You can trust him.: him is the direct object of trust, which is a transitive verb here.

You can trust in him.: in him is a prepositional object of trust, which an intransitive verb here (because it has no direct object).

Technically speaking, the most pedantic of grammarians wouldn't call in him an indirect object in English if there is no direct object present, but it's essentially the same thing. ;)


https://www.duolingo.com/profile/tu.8zPhLD72zzoZN

An indirect object could be used with the preposition "to" or "for". It is essentially the same thing when you use "in" as the direct object, not as the indirect object, but you have more information - you don't just trust him but the qualities he has inside him. You could also entrust your dog to him. Then , "him" would be the same as an indirect object.


https://www.duolingo.com/profile/faust.twi

i don't think so. "he" isn't an object of action "fidi".


https://www.duolingo.com/profile/MailmanSpy

Actually, "fidi" does act upon "li" in this case


https://www.duolingo.com/profile/IamJustintime

For anyone else who are having trouble remembering these verbs...

Provi- attempt, test, try

Povi- be able to

Pravi- be right

[Pavi- show off (The only one we haven't been introduced yet)]


https://www.duolingo.com/profile/aquaticsklo

Memory tip: the english word "confide" is just kun+fidi


https://www.duolingo.com/profile/JohnnyMnemonic85

If this is supposed to translate as You can trust him, then why is the Esperanto saying you can trust TO him?

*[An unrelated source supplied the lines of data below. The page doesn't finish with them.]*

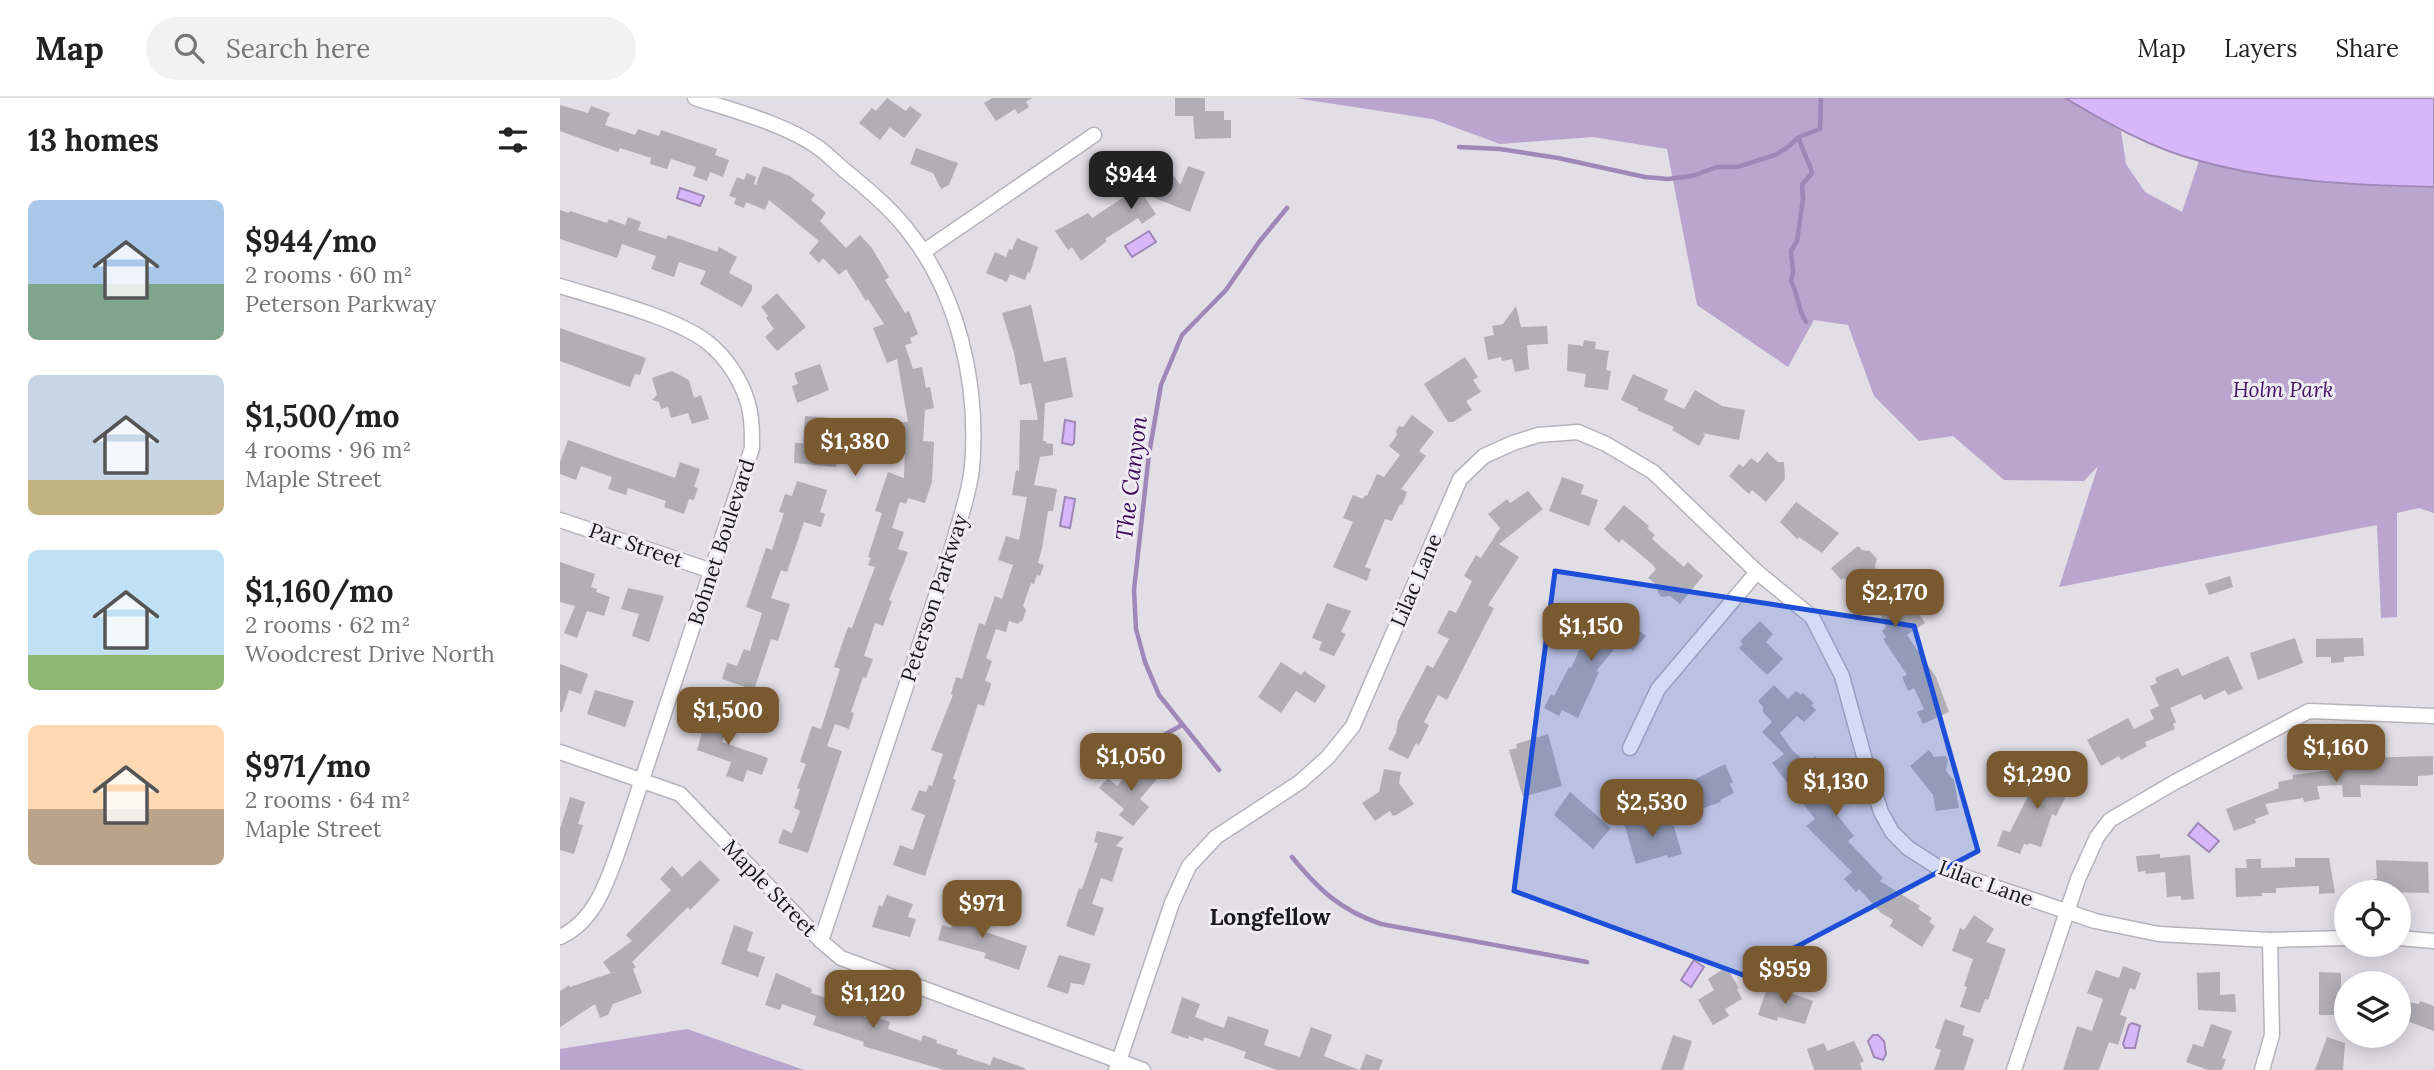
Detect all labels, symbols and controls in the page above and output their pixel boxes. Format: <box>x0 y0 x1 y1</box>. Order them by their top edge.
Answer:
search box <box>146 17 636 80</box>
text: Map <box>35 27 104 69</box>
icon: search <box>170 29 208 67</box>
text: Search here <box>226 32 370 65</box>
text: Map <box>2137 33 2186 64</box>
text: Layers <box>2224 33 2297 64</box>
text: Share <box>2335 33 2399 64</box>
text: 13 homes <box>28 121 159 159</box>
icon: filters <box>494 121 532 159</box>
pin: $944 <box>1090 152 1172 211</box>
text: $944 <box>1105 159 1157 188</box>
text: $944/mo <box>245 222 377 260</box>
icon: home <box>84 228 168 312</box>
text: 2 rooms · 60 m² <box>245 260 412 289</box>
text: Peterson Parkway <box>245 289 436 318</box>
park label: Holm Park <box>2233 376 2333 403</box>
text: $1,500/mo <box>245 397 399 435</box>
icon: home <box>84 403 168 487</box>
water label: The Canyon <box>1109 414 1153 542</box>
pin: $1,380 <box>798 418 912 478</box>
text: $1,380 <box>820 426 890 455</box>
text: 4 rooms · 96 m² <box>245 435 411 464</box>
street label: Bohnet Boulevard <box>681 455 761 629</box>
text: Maple Street <box>245 464 382 493</box>
street label: Peterson Parkway <box>894 511 974 685</box>
street label: Par Street <box>585 516 687 574</box>
street label: Lilac Lane <box>1384 529 1448 631</box>
pin: $2,170 <box>1838 570 1952 629</box>
text: $1,160/mo <box>245 572 394 610</box>
text: $2,170 <box>1862 577 1928 606</box>
icon: home <box>84 578 168 662</box>
pin: $1,150 <box>1534 603 1648 663</box>
text: 2 rooms · 62 m² <box>245 610 410 639</box>
text: $1,150 <box>1559 611 1624 640</box>
text: Woodcrest Drive North <box>245 639 495 668</box>
pin: $1,500 <box>671 688 785 747</box>
text: $1,500 <box>693 695 763 724</box>
pin: $1,160 <box>2279 724 2393 784</box>
text: $1,160 <box>2303 732 2369 761</box>
pin: $1,050 <box>1074 734 1188 793</box>
text: $1,050 <box>1096 741 1166 770</box>
text: $971/mo <box>245 747 371 785</box>
pin: $1,290 <box>1980 752 2094 811</box>
icon: home <box>84 753 168 837</box>
pin: $1,130 <box>1779 758 1893 818</box>
text: $1,290 <box>2003 759 2071 788</box>
text: $1,130 <box>1803 766 1869 795</box>
pin: $2,530 <box>1595 780 1709 839</box>
text: 2 rooms · 64 m² <box>245 785 410 814</box>
text: $2,530 <box>1616 787 1688 816</box>
text: Maple Street <box>245 814 382 843</box>
street label: Maple Street <box>717 834 824 943</box>
street label: Lilac Lane <box>1935 853 2037 913</box>
pin: $971 <box>941 880 1023 940</box>
map controls <box>2334 880 2411 1048</box>
button: locate <box>2334 880 2411 957</box>
text: $971 <box>959 888 1005 917</box>
district label: Longfellow <box>1209 902 1331 931</box>
pin: $959 <box>1744 946 1826 1006</box>
text: $959 <box>1759 954 1811 983</box>
pin: $1,120 <box>816 970 930 1030</box>
button: layers <box>2334 971 2411 1048</box>
text: $1,120 <box>841 978 905 1007</box>

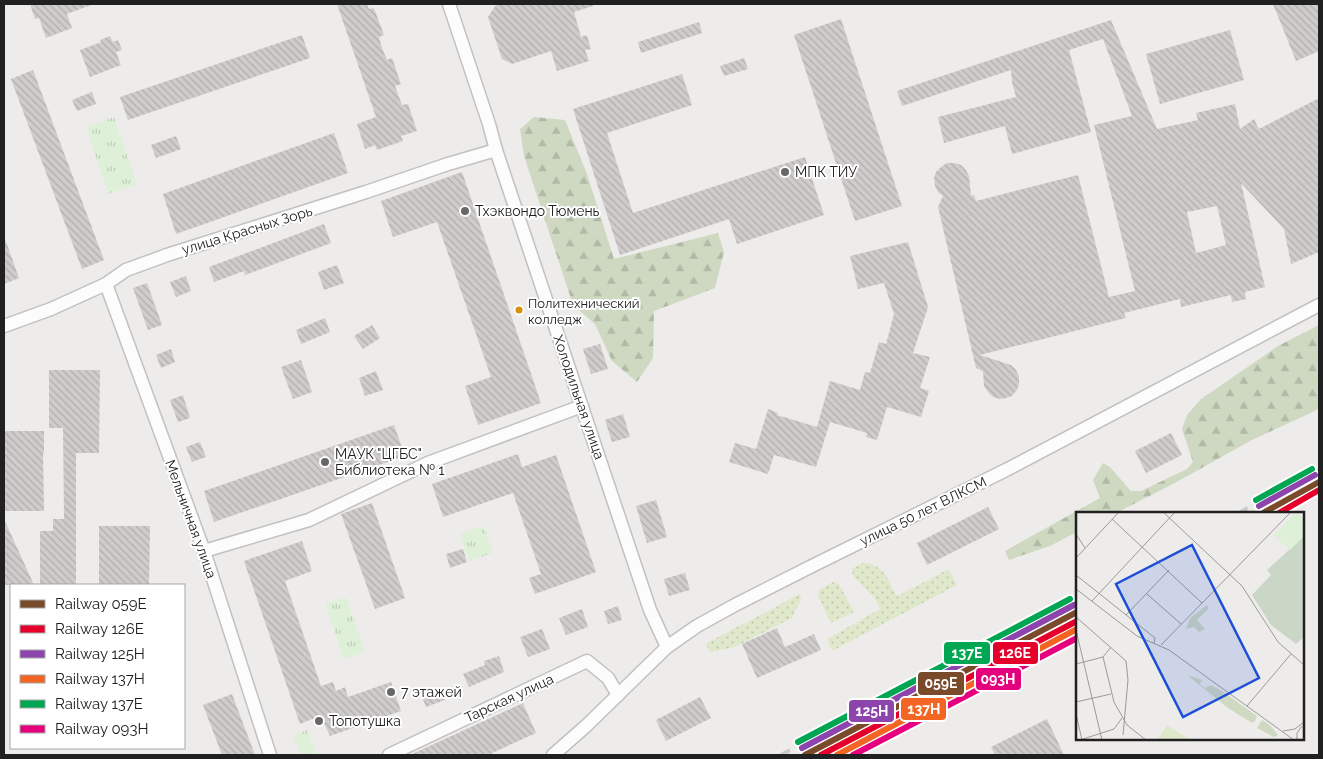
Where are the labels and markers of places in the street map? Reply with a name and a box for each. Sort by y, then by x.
place label: МПК ТИУ [795,164,857,180]
marker: МПК ТИУ [779,166,791,178]
place label: Тхэквондо Тюмень [475,203,600,219]
marker: Тхэквондо Тюмень [459,205,471,217]
place label: Политехнический колледж [528,296,640,327]
marker: Политехнический колледж [514,305,524,315]
place label: МАУК "ЦГБС" Библиотека № 1 [335,446,444,478]
marker: МАУК "ЦГБС" Библиотека № 1 [319,456,331,468]
place label: 7 этажей [401,684,462,700]
marker: 7 этажей [385,686,397,698]
place label: Топотушка [329,713,401,729]
marker: Топотушка [313,715,325,727]

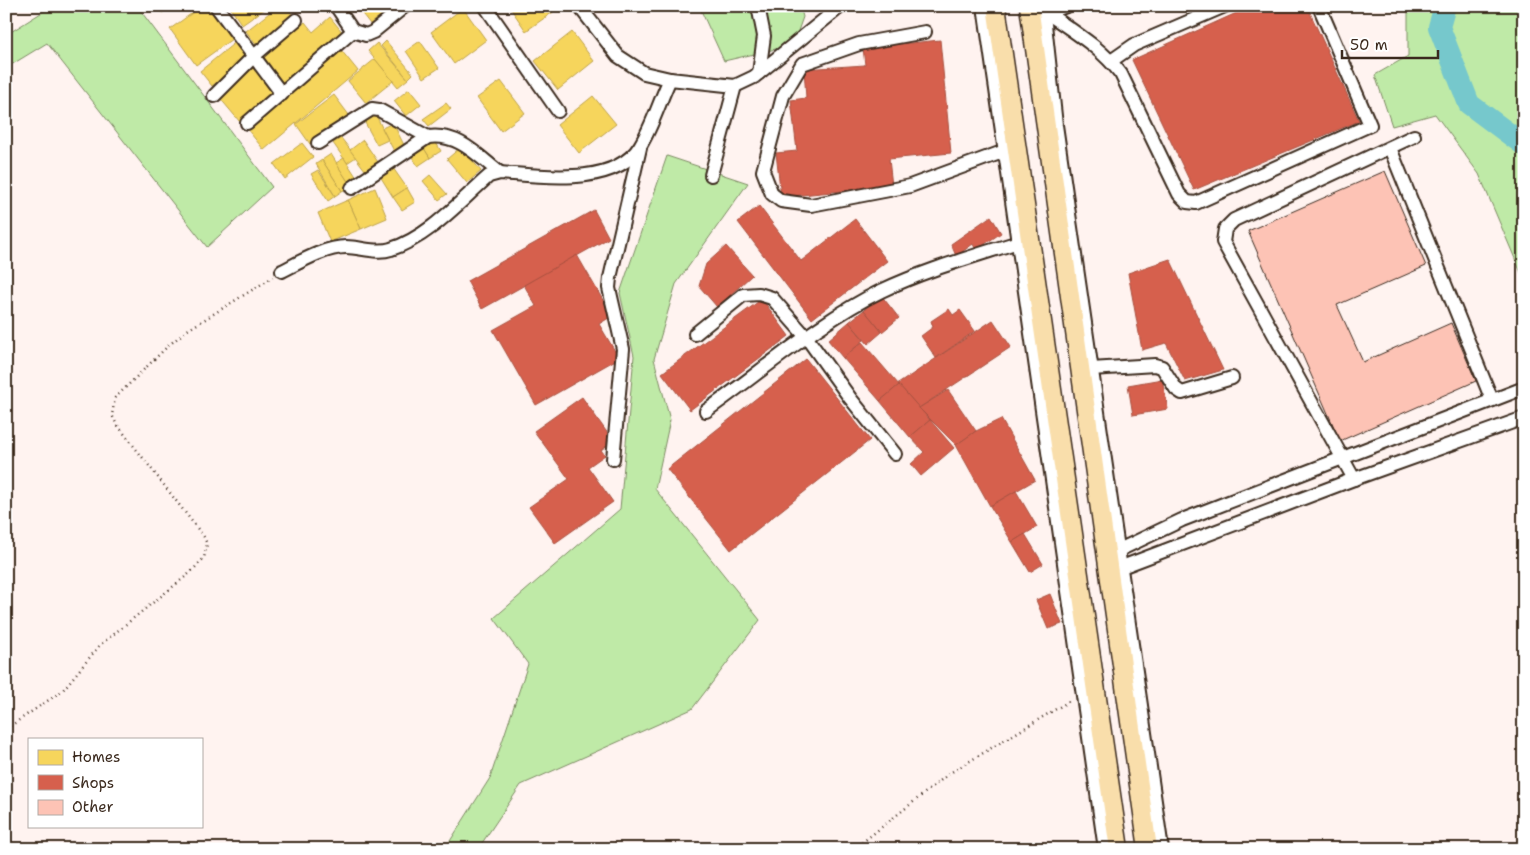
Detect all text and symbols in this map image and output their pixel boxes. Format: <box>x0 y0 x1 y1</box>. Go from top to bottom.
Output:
scale bar <box>1342 28 1439 60</box>
text: 50 m <box>1350 35 1388 55</box>
legend <box>28 738 202 828</box>
text: Homes <box>72 747 120 767</box>
text: Shops <box>72 773 114 793</box>
text: Other <box>72 797 114 817</box>

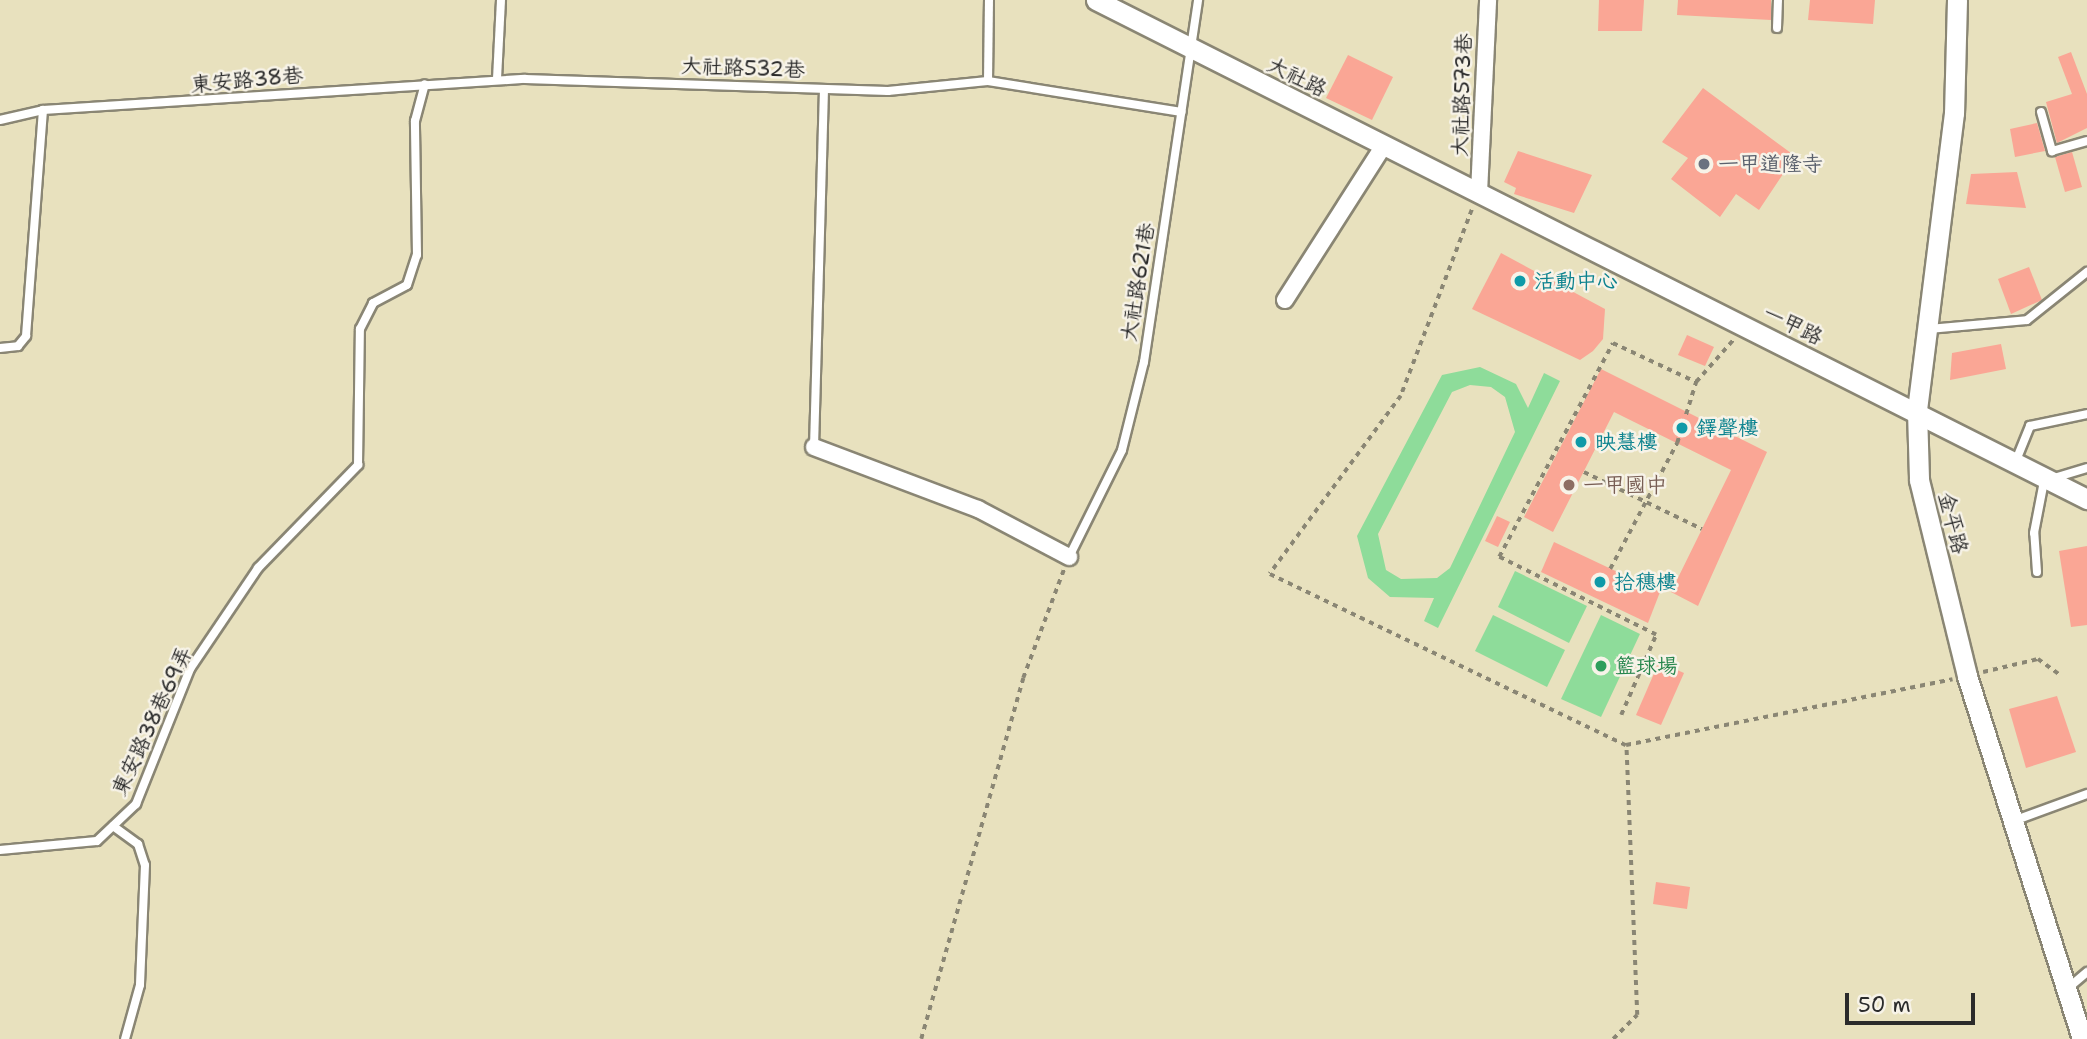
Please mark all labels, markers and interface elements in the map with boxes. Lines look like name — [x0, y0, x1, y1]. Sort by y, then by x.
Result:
street label: 大社路573巷 — [1447, 33, 1477, 157]
street label: 大社路 — [1263, 52, 1331, 102]
street label: 大社路532巷 — [681, 53, 805, 83]
street label: 東安路38巷 — [190, 63, 304, 97]
place label: 一甲道隆寺 — [1718, 151, 1823, 177]
marker: 一甲道隆寺 — [1696, 156, 1712, 172]
street label: 大社路621巷 — [1116, 221, 1160, 343]
place label: 活動中心 — [1534, 268, 1618, 294]
marker: 活動中心 — [1512, 273, 1528, 289]
street label: 一甲路 — [1759, 300, 1827, 350]
place label: 鐸聲樓 — [1696, 415, 1759, 441]
marker: 鐸聲樓 — [1674, 420, 1690, 436]
place label: 映慧樓 — [1595, 429, 1658, 455]
marker: 映慧樓 — [1573, 434, 1589, 450]
place label: 一甲國中 — [1583, 472, 1667, 498]
marker: 一甲國中 — [1561, 477, 1577, 493]
street label: 金平路 — [1933, 489, 1973, 557]
place label: 拾穗樓 — [1614, 569, 1677, 595]
marker: 拾穗樓 — [1592, 574, 1608, 590]
street label: 東安路38巷69弄 — [106, 642, 198, 800]
place label: 籃球場 — [1615, 653, 1678, 679]
marker: 籃球場 — [1593, 658, 1609, 674]
scale bar — [1849, 979, 1979, 1023]
text: 50 m — [1858, 991, 1911, 1019]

https://www.duolingo.com/profile/mbalicki

This example is to show you that in Esperanto the preposition al can be used to mark a recipient or a target of an action described by the verb. So you can say mi fidas al li, ŝi frapas al la pordo, vi respondas al mi, la knabo pagas al la vendisto, la instruisto instruas al la infanoj.


https://www.duolingo.com/profile/Meera_Stm

I take it as if it said "You can intrust (something) to him" That something would be the direct object that ends with an "n".


https://www.duolingo.com/profile/mbalicki

It works fine as a mnemonic, but please remember that “to entrust, to confide” in Esperanto is a morphologically unrelated verb konfidi (as in forveturante, la gepatroj konfidis la infanon al la vartistino or konfidi leteron al vojaĝanto).